The decades-old deteriorating parking garage attached to Excela Westmoreland Hospital in Greensburg soon will close and be demolished because it is too costly to maintain and repair, a city official said.

“It’s reached the end of its useful life,” Mayor Robert Bell said of the J. Edward Hutchinson Parking Garage, which is connected to the hospital by an enclosed walkway over Shearer Street. Deteriorated steel girders are visible at the front of the garage.

An engineering study revealed it would cost more than $2 million to perform the needed preventive maintenance, the mayor said. And that work only would extend the useful life of the garage for another three to five years, Bell added.

“We can’t justify that expenditure,” he said, noting the city spent $1 million a few years ago to make repairs at the garage. “You just don’t want to keep doing that.”

Greensburg will seek funding to demolish the 42-year-old garage, Bell said.

Closing the garage will mean the loss of revenue that the city received from parking fees and was used in a capital fund to purchase police vehicles and fire trucks, said Councilman Randall Finfrock, director of accounts and finance. The revenue from the parking garage was about $139,000 before the covid pandemic, Finfrock said.

The city made the decision to close the garage Dec. 1 in concert with Excela Health. The health system acknowledged in a statement the garage was reaching the end of its useful life and the cost would be prohibitive for doing the preventive maintenance and repairs.

The garage, built for 475 vehicles, opened in October 1979. It was intended to ease parking problems at the hospital.
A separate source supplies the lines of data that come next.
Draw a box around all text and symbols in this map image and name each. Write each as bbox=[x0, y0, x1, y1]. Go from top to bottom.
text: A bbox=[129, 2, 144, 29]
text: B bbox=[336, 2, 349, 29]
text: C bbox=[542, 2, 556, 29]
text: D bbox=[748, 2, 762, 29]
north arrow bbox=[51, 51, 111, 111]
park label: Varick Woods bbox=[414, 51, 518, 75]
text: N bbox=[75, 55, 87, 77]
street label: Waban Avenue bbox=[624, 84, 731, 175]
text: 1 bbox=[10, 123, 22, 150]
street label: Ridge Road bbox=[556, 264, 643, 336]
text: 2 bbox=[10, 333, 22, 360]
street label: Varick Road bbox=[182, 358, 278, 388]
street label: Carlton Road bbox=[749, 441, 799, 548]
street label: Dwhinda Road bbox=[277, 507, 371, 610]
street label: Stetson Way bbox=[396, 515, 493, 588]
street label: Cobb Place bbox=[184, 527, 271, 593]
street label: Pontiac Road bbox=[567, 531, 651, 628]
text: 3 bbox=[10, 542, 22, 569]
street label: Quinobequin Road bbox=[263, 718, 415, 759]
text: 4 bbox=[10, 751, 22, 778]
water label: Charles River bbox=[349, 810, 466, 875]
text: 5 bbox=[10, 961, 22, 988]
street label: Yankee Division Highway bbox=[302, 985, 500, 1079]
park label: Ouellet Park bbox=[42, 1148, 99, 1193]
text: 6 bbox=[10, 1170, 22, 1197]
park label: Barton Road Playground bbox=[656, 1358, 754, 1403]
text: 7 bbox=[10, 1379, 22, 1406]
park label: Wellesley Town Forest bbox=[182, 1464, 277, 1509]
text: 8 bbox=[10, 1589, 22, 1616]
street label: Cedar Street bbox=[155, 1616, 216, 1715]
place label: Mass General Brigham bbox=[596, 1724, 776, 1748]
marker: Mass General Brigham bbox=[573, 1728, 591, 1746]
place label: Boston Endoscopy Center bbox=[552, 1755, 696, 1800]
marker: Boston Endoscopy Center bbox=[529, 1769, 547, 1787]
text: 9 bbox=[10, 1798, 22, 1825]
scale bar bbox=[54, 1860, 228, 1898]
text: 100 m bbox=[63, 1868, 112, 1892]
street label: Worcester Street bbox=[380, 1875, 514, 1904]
The city’s parking authority issued bonds to raise money for the construction and that financing was coupled with a $738,000 public works grant.

Parking revenue from the garage was split between the city and hospital, an arrangement hammered out between Mayor Robert A. Bell, the current mayor’s father, and hospital officials, Finfrock said.

But the city’s portion of the money from the parking garage has declined from about $250,000 annually 10 years ago to about $139,000 annually before the covid pandemic, Finfrock said. The expansion of outpatient services at facilities outside the hospital, the addition of free parking spaces around the garage and changes in health care, where patients spend fewer days in the hospital, are among factors impacting the drop in revenue, Finfrock said.

“We have to replace that with another source of revenue,” Finfrock said.